**Study material:**
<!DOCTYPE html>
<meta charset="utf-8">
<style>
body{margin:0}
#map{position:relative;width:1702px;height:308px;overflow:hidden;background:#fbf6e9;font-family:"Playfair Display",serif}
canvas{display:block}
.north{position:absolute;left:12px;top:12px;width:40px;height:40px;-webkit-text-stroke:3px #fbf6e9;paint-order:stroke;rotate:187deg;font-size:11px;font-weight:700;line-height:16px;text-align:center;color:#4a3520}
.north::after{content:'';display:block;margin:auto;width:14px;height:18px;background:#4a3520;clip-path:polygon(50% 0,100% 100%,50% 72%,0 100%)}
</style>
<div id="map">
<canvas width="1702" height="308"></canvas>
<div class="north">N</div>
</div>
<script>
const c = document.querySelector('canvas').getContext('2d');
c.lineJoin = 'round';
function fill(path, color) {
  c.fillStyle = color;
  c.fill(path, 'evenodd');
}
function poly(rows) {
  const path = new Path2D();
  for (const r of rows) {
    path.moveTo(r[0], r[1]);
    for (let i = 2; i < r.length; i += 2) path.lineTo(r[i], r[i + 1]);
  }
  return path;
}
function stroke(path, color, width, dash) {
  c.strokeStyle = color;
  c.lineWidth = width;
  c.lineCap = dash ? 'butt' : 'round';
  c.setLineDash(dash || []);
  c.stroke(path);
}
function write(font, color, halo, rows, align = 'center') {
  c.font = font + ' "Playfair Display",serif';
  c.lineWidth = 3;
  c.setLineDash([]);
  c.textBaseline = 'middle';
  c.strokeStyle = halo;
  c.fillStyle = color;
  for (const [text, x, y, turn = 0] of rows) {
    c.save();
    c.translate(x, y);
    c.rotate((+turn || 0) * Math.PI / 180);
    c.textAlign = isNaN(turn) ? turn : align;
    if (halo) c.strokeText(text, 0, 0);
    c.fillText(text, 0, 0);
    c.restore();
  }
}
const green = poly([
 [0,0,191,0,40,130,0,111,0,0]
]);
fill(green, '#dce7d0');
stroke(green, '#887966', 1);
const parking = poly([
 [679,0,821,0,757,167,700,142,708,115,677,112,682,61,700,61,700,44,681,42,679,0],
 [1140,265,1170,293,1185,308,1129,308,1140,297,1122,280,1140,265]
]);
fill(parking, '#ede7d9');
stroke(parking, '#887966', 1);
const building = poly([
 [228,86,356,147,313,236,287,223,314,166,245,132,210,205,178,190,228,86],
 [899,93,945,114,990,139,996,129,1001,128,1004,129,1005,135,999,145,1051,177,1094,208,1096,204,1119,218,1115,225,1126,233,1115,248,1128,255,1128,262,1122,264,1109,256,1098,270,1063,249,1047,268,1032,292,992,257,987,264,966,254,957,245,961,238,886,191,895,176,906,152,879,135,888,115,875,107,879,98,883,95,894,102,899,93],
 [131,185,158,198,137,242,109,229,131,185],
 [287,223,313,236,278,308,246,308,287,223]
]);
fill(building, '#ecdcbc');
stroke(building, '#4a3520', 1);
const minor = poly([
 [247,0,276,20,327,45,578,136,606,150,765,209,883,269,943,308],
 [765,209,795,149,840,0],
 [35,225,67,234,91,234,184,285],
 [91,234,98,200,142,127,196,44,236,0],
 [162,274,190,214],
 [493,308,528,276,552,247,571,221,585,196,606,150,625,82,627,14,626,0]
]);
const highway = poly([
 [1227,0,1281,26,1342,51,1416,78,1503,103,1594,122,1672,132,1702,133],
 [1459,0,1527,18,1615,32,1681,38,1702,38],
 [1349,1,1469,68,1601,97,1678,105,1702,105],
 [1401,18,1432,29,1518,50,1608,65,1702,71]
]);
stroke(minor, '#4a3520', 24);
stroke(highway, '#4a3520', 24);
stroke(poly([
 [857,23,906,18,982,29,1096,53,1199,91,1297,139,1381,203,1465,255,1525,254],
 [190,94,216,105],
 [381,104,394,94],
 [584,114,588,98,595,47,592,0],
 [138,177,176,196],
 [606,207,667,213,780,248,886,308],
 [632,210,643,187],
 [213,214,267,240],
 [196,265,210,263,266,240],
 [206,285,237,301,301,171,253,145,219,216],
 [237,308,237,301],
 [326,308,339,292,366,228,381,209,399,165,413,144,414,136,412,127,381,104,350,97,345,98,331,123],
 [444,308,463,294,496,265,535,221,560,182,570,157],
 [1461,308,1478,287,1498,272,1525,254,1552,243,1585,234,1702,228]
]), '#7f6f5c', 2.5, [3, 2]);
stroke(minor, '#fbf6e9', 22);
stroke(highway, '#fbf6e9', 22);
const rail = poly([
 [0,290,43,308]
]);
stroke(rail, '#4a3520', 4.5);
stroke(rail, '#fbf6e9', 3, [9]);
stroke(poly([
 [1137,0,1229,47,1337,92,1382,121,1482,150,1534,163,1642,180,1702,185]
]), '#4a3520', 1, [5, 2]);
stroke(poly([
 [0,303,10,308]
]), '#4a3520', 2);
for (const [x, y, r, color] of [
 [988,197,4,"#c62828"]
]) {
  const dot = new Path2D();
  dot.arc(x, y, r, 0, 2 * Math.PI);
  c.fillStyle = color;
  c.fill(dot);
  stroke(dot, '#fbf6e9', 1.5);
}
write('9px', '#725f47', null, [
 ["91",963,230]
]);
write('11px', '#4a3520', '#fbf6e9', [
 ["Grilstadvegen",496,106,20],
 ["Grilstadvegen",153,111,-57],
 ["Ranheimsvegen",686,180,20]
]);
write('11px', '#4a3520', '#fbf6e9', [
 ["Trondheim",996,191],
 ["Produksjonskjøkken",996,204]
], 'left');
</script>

**What is needed:** Isolate the lines above that contain the word "rotate" and copy them.

**Answer section:**
.north{position:absolute;left:12px;top:12px;width:40px;height:40px;-webkit-text-stroke:3px #fbf6e9;paint-order:stroke;rotate:187deg;font-size:11px;font-weight:700;line-height:16px;text-align:center;color:#4a3520}
    c.rotate((+turn || 0) * Math.PI / 180);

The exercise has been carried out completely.